Abstract
The Pew Research Center reports a rapid rise in audiobook consumption among adults as digital device ownership increases (Zickuhr & Rainie, 2014). With the emergence of new technologies, long gone are the days of cassette tapes and CDs that made stopping, rewinding, studying, and restarting an audio recording a hassle. Digital media now makes it possible for individuals to easily listen, read, or do both simultaneously from their smart phones, e-readers, electronic tablets, and computers. Recent integration of digital content into electronic textbooks also offers multiple modalities from which to present content. Although gaining popularity by many, some argue that listening to an audio recording is inferior to reading it and, in essence, “cheating” (Miller, 2010; Reimer, 2007). If it were the case that listening to a text was inferior to reading the text, one would predict that comprehension after listening to a digital audio recording would differ from comprehension after reading the same electronic version of the text.
Given the importance of text comprehension across the life span, and strong opinions expressed by teachers and the public at large on the effectiveness of reading compared with listening on comprehension (Baskin & Harris, 1995; Beers, 1998; Bomar, 2006; Goldsmith, 2002; Moody, 1989), there is a surprising lack of empirical research that directly evaluates the effect of mode of input on comprehension. Furthermore, a review of the research on adults yields conflicting results. Across several studies, recall after reading text was better than recall after listening to text (Daniel & Woody, 2010; Dixon, Simon, Nowak, & Hultsch, 1982; Green, 1981; Lund, 1991).

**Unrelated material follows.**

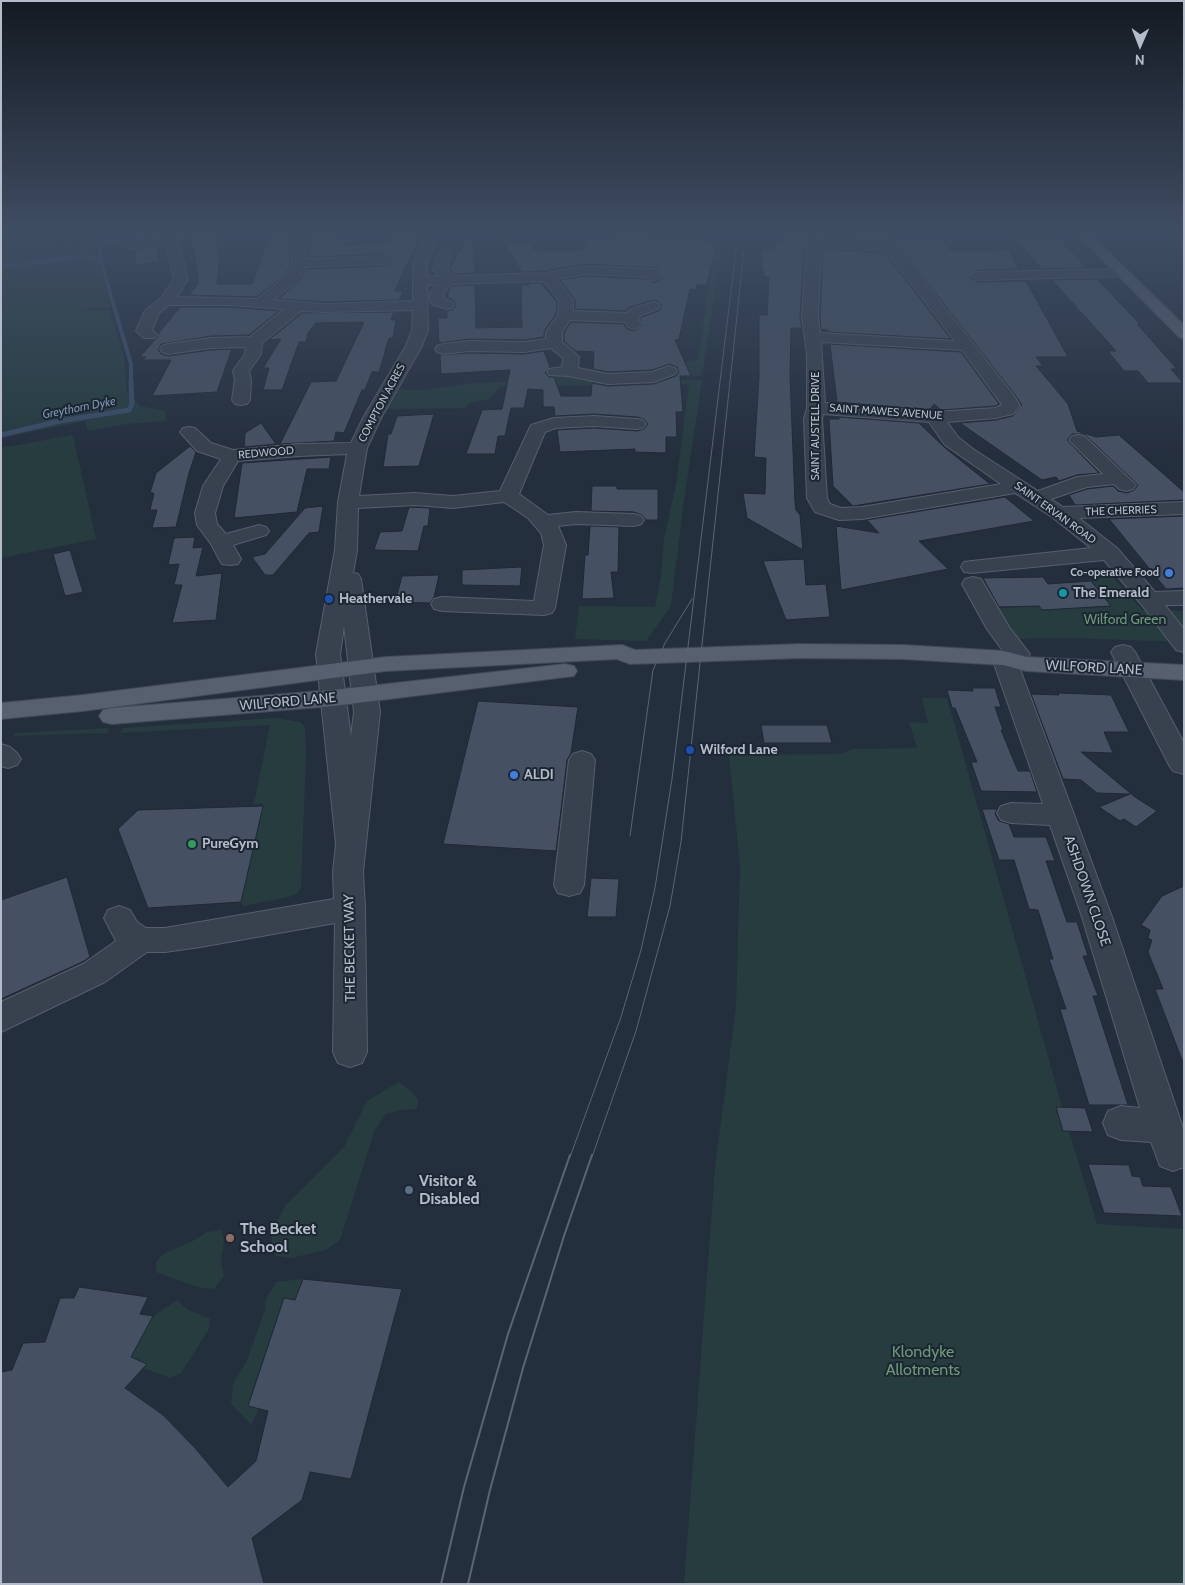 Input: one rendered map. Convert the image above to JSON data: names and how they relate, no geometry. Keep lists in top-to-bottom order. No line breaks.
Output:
{"streets":{"main road":["WILFORD LANE"],"street":["COMPTON ACRES","SAINT MAWES AVENUE","SAINT AUSTELL DRIVE","REDWOOD","THE CHERRIES","SAINT ERVAN ROAD","ASHDOWN CLOSE","THE BECKET WAY"]},"crossings":[["COMPTON ACRES","REDWOOD"],["COMPTON ACRES","WILFORD LANE"],["COMPTON ACRES","THE BECKET WAY"],["SAINT MAWES AVENUE","SAINT AUSTELL DRIVE"],["SAINT MAWES AVENUE","SAINT ERVAN ROAD"],["SAINT AUSTELL DRIVE","SAINT ERVAN ROAD"],["THE CHERRIES","SAINT ERVAN ROAD"],["SAINT ERVAN ROAD","ASHDOWN CLOSE"],["WILFORD LANE","ASHDOWN CLOSE"],["WILFORD LANE","THE BECKET WAY"]],"water":["Greythorn Dyke"],"parks":["Wilford Green","Klondyke Allotments"],"places":["Co-operative Food","The Emerald","Heathervale","Wilford Lane","ALDI","PureGym","Visitor & Disabled","The Becket School"],"north":"bottom"}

For example, Daniel and Woody (2010) found that participants who read an article scored significantly higher on a quiz than those who listened to a podcast of the same article. In contrast, Moyer found no significant differences between the two modalities. One possible explanation for the conflicting results across these studies pertains to whether participants were (Daniel & Woody, 2010) or were not (Moyer, 2011) given the opportunity to go back and study the information before being tested for comprehension.

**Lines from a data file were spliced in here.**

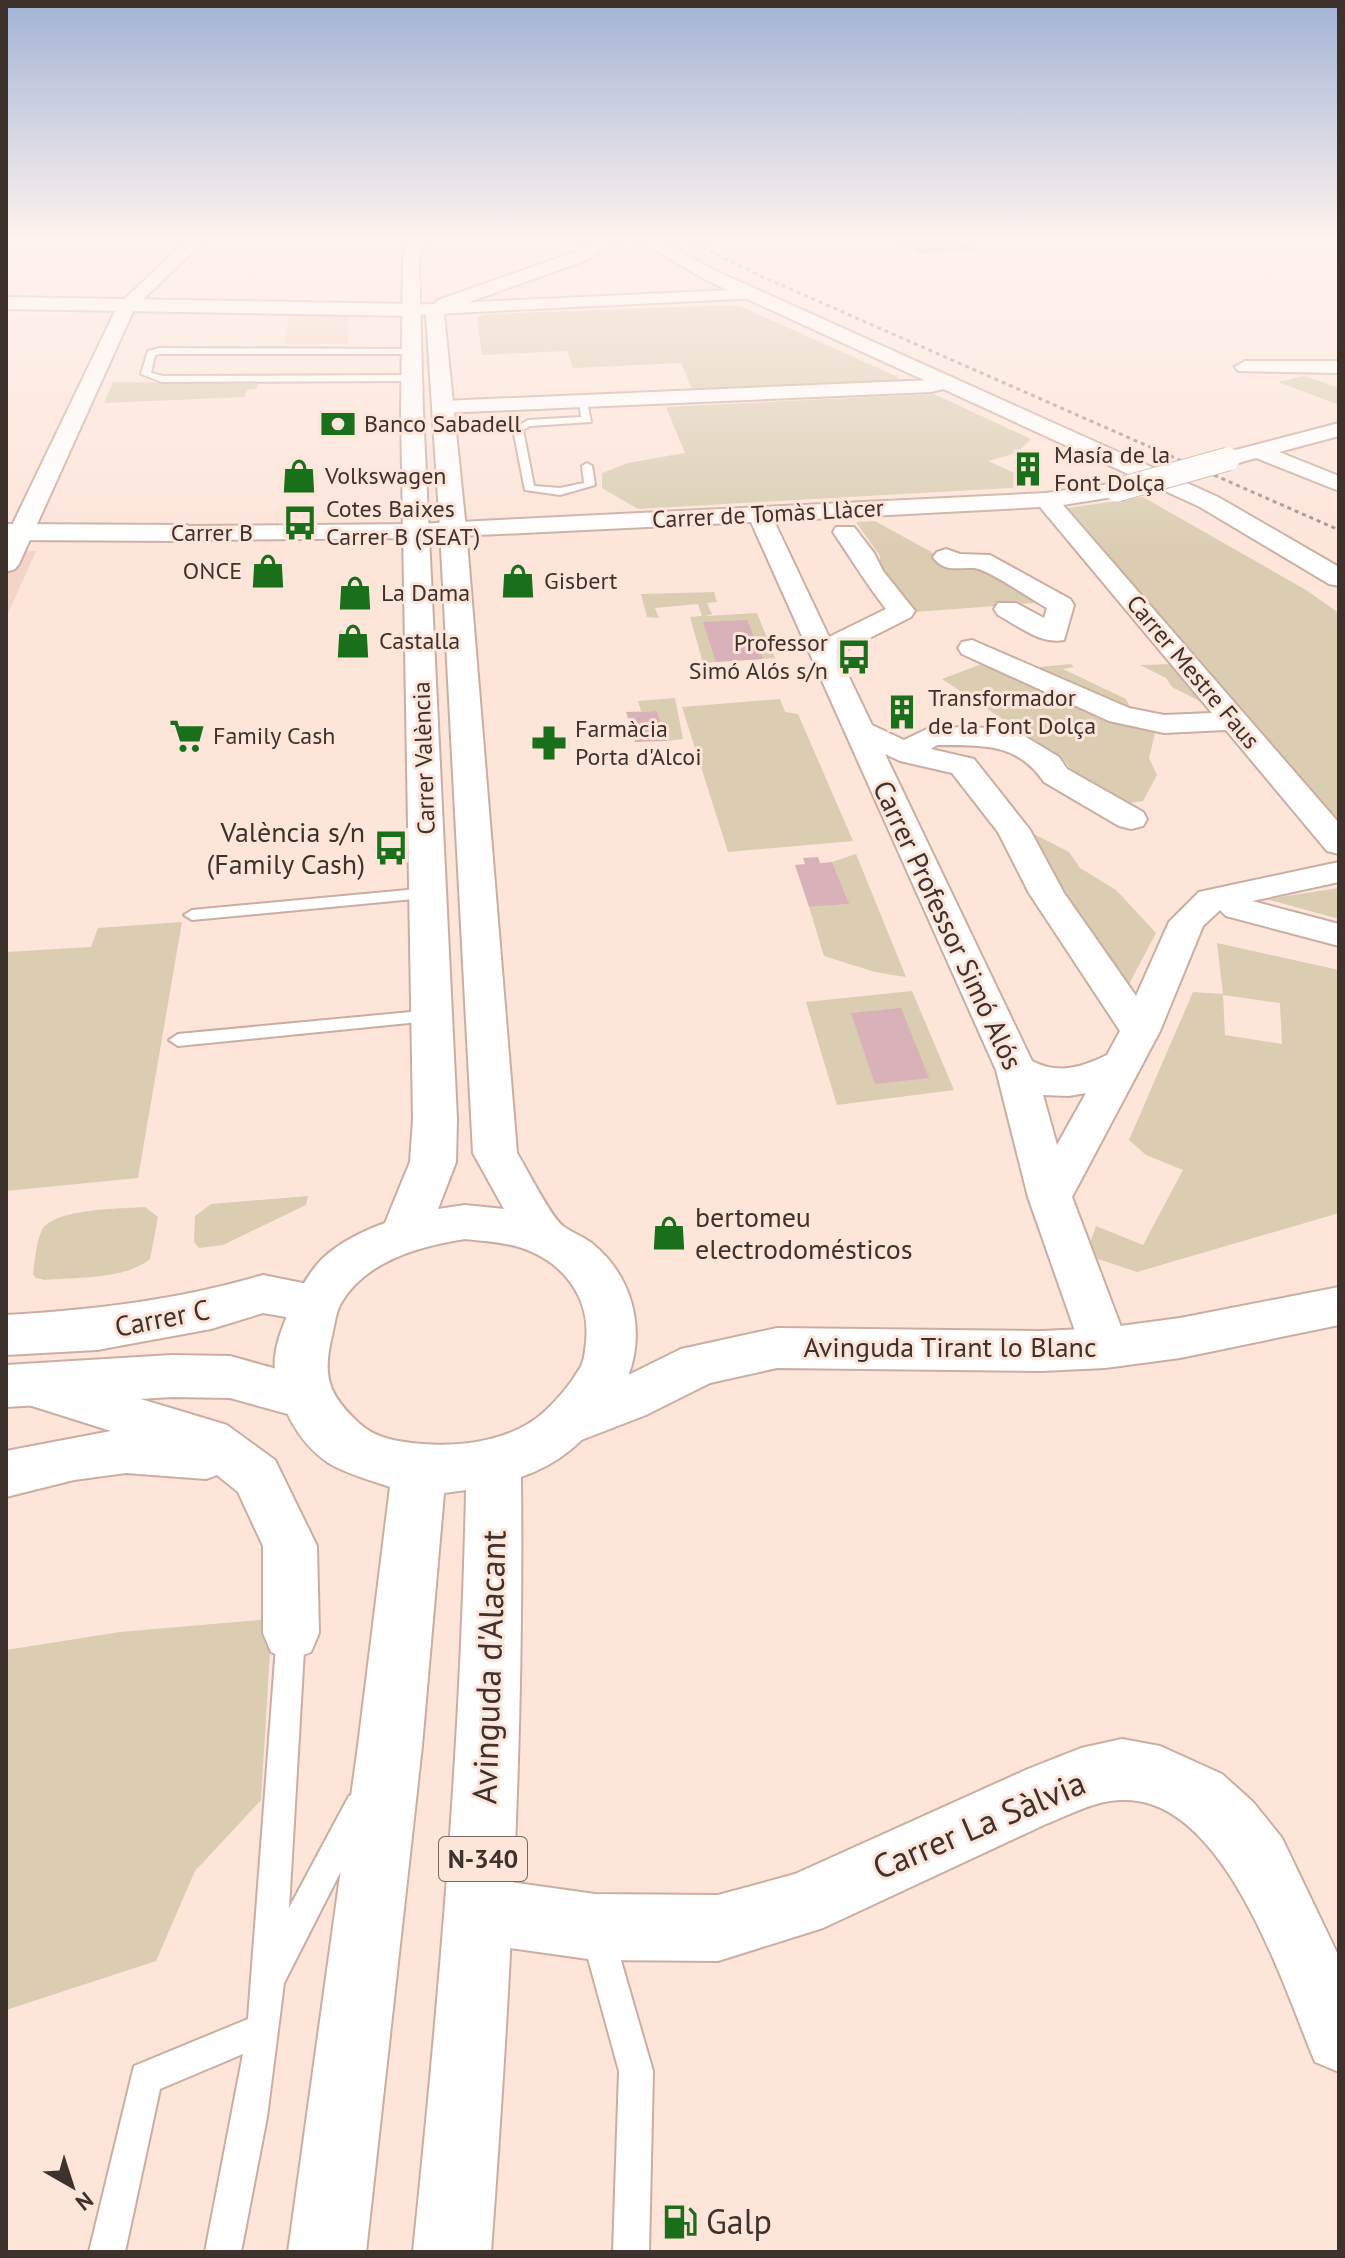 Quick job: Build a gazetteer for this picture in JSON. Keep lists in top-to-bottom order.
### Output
{
  "streets": {
    "main road": [
      "Carrer B",
      "Carrer València",
      "Carrer C",
      "Avinguda Tirant lo Blanc",
      "Avinguda d'Alacant",
      "N-340"
    ],
    "street": [
      "Carrer de Tomàs Llàcer",
      "Carrer Mestre Faus",
      "Carrer Professor Simó Alós",
      "Carrer La Sàlvia"
    ]
  },
  "crossings": [
    ["Carrer de Tomàs Llàcer", "Carrer B"],
    ["Carrer de Tomàs Llàcer", "Carrer Mestre Faus"],
    ["Carrer de Tomàs Llàcer", "Carrer València"],
    ["Carrer de Tomàs Llàcer", "Carrer Professor Simó Alós"],
    ["Carrer B", "Carrer València"],
    ["Carrer València", "Carrer C"],
    ["Carrer València", "Avinguda Tirant lo Blanc"],
    ["Carrer València", "Avinguda d'Alacant"],
    ["Carrer Professor Simó Alós", "Avinguda Tirant lo Blanc"],
    ["Carrer C", "Avinguda Tirant lo Blanc"],
    ["Carrer C", "Avinguda d'Alacant"],
    ["Avinguda Tirant lo Blanc", "Avinguda d'Alacant"],
    ["Avinguda d'Alacant", "Carrer La Sàlvia"]
  ],
  "places": {
    "bank": ["Banco Sabadell"],
    "building": ["Masía de la Font Dolça", "Transformador de la Font Dolça"],
    "shop": [
      "Volkswagen",
      "ONCE",
      "Gisbert",
      "La Dama",
      "Castalla",
      "bertomeu electrodomésticos"
    ],
    "bus stop": ["Cotes Baixes Carrer B (SEAT)", "Professor Simó Alós s/n", "València s/n (Family Cash)"],
    "supermarket": ["Family Cash"],
    "pharmacy": ["Farmàcia Porta d'Alcoi"],
    "fuel station": ["Galp"]
  },
  "north": "bottom right"
}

Likewise, studies comparing single and dual modality modes of input have been varied, and yielded inconsistent results (Baddeley, 2003; Lee & Young, 1974; Low & Sweller, 2005; Paivio, 1991). Much of the research investigating the effects of dual modality presentation of verbal information on comprehension has been done with foreign language learners. For example, Chang (2009) did not include a read-only condition, but found gains in comprehension when students read and listened simultaneously to stories, rather than listening only. In contrast, Diao and Sweller (2007) found significant gains in comprehension in the reading modality only rather than the reading while listening condition, but did not include a listening-only condition. Their results support cognitive load theory, wherein it is hypothesized that simultaneous inputs from two modes increase cognitive load and, hence, can be detrimental to learning compared with the presentation of the material in a single modality only (Plass, Moreno, & Brunken, 2010). In yet another study, Moreno and Mayer (2002) found that students who read while listening to text learned the material better than those who only listened, or those whose text was accompanied by animations. Unfortunately, the findings from these studies cannot be compared directly because of differences across studies in the nature of the readings, the opportunity to review content after reading, population characteristics, or different instructional conditions.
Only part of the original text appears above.